To many Shia Muslims, this day represents a solemn occasion for mourning and remembrance of his sacrifice. They view his death as an emblematic symbol of resistance against tyranny and injustice. The commemoration serves is a poignant reminder of the struggles endured by Hussain and the values he embodied.
On the other hand, some Sunni Muslims observe this day with joy, celebrating it for an entirely different reason. According to their beliefs, this day marks the miraculous event when Allah saved Prophet Moses (Musa) from the clutches of the Egyptians by parting the sea, allowing his people to escape to safety. Additionally, it is seen by some as the day when Prophet Noah left the Ark, signifying a fresh start for humanity.
This day is observed in several countries, including Pakistan, Afghanistan, and Iraq. While Shia Muslims specifically mourn and reflect on the martyrdom of Hussain, Sunni Muslims also celebrate the divine interventions of Musa and Noah.
However, that is not to say that Sunni Muslims do not commemorate the sacrifice of Hussain or mark the significance of the battle of Karbala.
Does fasting happen on the day of Ashura?
While fasting during the holy month of Ramadan is obligatory for all able Muslims, observing a fast on Ashura is a voluntary act of devotion, not mandatory.
The roots of this fasting tradition can be traced back to the practices of Prophet Mohamed himself. It is believed that he used to fast on the day of Ashura and encouraged others to do the same. The initial inspiration for this practice is thought to have come from the Prophet’s discovery that Jewish communities observed a fast on this very day.
Despite being voluntary, many Sunni Muslims choose to fast on Ashura as an act of piety and to follow the example set by Prophet Mohamed.

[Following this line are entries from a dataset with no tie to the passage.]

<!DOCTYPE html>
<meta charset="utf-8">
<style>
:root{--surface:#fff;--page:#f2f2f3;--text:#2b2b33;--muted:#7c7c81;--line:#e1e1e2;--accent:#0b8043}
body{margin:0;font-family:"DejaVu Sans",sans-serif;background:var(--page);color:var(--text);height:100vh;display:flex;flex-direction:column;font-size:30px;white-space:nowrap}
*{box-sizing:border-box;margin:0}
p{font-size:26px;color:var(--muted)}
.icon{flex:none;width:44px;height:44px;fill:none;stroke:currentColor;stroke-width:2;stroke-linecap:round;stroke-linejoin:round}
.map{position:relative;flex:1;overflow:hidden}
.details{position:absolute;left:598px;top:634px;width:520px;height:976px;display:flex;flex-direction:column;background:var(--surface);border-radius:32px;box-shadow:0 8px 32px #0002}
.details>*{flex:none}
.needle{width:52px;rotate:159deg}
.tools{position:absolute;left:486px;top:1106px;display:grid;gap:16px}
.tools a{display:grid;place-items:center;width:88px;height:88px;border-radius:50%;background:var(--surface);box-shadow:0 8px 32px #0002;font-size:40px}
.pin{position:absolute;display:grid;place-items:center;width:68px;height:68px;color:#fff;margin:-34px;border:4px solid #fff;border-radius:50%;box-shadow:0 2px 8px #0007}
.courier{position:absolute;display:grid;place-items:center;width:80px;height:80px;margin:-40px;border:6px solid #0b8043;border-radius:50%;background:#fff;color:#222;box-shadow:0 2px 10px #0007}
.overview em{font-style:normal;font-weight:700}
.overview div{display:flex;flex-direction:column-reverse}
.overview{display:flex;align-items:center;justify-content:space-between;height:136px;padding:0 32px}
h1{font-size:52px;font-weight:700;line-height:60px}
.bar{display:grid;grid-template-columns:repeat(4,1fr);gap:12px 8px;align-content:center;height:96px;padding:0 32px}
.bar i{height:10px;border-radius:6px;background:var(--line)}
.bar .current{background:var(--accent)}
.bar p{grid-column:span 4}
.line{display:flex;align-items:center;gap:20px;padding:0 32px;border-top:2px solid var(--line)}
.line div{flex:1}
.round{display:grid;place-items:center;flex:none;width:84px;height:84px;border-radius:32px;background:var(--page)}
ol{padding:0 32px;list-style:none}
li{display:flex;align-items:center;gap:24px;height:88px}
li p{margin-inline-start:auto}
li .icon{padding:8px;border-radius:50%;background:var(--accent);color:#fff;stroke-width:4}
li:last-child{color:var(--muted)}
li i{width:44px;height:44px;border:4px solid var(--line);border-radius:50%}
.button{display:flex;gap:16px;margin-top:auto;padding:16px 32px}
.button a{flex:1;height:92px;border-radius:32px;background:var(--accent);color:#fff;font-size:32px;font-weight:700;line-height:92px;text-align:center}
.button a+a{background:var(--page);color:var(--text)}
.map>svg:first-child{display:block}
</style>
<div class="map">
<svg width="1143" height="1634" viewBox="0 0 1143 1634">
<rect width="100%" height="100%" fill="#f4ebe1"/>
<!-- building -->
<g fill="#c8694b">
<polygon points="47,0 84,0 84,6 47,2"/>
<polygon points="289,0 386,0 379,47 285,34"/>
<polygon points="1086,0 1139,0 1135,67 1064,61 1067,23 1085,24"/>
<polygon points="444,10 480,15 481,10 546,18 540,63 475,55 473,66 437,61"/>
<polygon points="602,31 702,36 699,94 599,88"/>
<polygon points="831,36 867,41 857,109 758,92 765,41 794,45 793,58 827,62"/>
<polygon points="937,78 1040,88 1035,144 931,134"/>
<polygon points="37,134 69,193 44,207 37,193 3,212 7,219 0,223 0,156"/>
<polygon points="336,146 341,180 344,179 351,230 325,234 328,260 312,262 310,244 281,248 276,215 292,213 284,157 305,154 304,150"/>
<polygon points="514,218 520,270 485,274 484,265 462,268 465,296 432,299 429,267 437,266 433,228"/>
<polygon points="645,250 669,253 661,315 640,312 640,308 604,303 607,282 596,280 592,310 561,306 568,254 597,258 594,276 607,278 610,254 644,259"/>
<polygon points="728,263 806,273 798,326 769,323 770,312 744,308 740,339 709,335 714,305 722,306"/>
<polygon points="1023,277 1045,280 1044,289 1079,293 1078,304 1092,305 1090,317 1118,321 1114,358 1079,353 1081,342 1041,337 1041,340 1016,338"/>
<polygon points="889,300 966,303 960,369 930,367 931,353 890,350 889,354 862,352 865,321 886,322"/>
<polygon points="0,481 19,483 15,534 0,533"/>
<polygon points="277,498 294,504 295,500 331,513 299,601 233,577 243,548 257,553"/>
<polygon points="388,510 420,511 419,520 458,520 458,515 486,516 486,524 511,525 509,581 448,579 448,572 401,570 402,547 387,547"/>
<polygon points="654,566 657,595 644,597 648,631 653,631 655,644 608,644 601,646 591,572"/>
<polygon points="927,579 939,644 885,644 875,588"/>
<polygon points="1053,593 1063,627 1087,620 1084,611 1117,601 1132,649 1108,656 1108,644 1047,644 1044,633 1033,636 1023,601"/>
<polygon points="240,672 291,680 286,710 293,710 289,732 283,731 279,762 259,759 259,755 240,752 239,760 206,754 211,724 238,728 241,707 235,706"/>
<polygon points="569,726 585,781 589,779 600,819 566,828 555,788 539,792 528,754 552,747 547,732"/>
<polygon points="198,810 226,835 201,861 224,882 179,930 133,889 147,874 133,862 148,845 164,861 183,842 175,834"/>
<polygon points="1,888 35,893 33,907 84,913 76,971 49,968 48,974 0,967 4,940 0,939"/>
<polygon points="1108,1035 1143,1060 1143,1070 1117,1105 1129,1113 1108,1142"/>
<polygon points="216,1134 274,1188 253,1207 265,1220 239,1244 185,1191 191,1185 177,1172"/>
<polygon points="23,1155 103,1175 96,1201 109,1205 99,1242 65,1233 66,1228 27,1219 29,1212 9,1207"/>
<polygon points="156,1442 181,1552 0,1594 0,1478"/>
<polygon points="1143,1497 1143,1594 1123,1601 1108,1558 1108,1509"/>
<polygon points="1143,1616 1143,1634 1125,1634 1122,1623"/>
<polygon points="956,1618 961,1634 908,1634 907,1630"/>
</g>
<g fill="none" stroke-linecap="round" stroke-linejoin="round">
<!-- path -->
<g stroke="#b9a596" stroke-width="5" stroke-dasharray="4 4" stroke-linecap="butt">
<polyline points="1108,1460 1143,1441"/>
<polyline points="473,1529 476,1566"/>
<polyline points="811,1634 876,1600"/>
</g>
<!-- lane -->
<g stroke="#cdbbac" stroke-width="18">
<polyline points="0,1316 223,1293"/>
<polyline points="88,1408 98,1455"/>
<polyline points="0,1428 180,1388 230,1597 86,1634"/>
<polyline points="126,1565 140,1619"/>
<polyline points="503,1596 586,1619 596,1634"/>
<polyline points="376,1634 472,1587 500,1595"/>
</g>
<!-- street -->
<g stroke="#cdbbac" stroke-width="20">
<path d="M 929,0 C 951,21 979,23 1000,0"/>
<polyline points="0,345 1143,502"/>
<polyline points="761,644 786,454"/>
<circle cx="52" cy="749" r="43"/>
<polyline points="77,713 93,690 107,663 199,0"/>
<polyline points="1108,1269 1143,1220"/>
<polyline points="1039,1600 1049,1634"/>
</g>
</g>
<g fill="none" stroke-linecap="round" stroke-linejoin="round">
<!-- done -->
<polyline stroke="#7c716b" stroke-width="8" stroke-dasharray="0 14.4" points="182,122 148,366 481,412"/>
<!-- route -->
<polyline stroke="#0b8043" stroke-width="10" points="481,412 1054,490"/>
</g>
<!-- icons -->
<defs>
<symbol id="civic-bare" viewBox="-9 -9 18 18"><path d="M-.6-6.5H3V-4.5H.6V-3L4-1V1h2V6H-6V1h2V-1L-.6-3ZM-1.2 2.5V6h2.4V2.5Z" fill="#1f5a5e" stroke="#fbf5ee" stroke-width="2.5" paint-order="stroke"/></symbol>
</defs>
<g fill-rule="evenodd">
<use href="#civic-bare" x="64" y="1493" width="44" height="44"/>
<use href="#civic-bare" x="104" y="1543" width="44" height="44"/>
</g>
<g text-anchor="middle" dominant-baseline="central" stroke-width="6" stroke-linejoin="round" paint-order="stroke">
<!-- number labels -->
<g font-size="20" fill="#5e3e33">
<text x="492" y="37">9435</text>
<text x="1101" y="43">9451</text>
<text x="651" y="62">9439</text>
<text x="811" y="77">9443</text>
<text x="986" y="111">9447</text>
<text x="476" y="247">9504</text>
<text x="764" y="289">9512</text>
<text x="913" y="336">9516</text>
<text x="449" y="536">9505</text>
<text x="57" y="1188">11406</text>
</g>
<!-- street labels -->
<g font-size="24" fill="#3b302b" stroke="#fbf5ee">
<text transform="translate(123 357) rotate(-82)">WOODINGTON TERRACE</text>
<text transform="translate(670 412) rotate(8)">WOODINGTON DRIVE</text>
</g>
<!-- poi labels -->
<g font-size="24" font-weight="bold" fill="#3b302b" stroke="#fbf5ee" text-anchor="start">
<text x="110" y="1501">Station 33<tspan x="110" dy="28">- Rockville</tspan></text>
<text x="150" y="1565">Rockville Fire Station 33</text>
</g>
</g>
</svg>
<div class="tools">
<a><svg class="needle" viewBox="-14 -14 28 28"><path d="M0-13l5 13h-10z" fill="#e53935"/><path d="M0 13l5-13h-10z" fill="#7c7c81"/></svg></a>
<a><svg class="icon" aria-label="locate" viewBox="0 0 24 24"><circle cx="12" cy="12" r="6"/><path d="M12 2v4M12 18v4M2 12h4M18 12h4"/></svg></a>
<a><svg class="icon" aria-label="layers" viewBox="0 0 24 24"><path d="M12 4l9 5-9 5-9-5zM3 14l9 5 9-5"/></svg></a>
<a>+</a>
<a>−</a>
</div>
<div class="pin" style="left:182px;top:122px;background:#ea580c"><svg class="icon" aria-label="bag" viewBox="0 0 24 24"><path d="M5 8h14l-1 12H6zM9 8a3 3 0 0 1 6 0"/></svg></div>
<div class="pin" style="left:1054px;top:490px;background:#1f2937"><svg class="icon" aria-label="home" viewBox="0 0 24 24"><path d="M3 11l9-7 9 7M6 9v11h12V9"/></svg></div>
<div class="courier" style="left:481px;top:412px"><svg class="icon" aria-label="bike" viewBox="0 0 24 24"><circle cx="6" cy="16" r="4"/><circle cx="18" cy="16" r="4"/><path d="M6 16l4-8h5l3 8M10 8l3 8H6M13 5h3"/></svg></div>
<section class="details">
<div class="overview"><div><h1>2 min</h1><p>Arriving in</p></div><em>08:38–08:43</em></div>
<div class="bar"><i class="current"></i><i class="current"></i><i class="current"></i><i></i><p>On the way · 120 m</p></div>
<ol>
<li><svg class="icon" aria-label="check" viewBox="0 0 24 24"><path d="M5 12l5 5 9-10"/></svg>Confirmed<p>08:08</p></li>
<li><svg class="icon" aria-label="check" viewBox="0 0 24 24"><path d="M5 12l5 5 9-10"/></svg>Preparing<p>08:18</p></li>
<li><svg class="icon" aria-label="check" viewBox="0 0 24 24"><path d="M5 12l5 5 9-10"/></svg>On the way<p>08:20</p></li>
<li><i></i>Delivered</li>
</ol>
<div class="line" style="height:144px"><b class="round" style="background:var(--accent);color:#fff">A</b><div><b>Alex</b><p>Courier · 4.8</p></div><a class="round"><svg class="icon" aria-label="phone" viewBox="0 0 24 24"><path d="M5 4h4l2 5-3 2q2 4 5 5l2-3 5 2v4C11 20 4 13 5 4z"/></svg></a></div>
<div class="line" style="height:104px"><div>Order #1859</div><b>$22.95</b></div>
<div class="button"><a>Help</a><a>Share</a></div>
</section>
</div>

The practice of voluntary fasting on Ashura not only reflects the reverence for Prophet Mohamed’s actions but also symbolises the respect for the shared Abrahamic traditions between Islam and Judaism. It is a day of reflection, gratitude, and humility, as believers seek to strengthen their connection with Allah through self-discipline and spiritual contemplation.
While Ashura is observed differently by Sunni and Shia Muslims, the voluntary fasting tradition remains a unifying aspect within the broader Islamic community.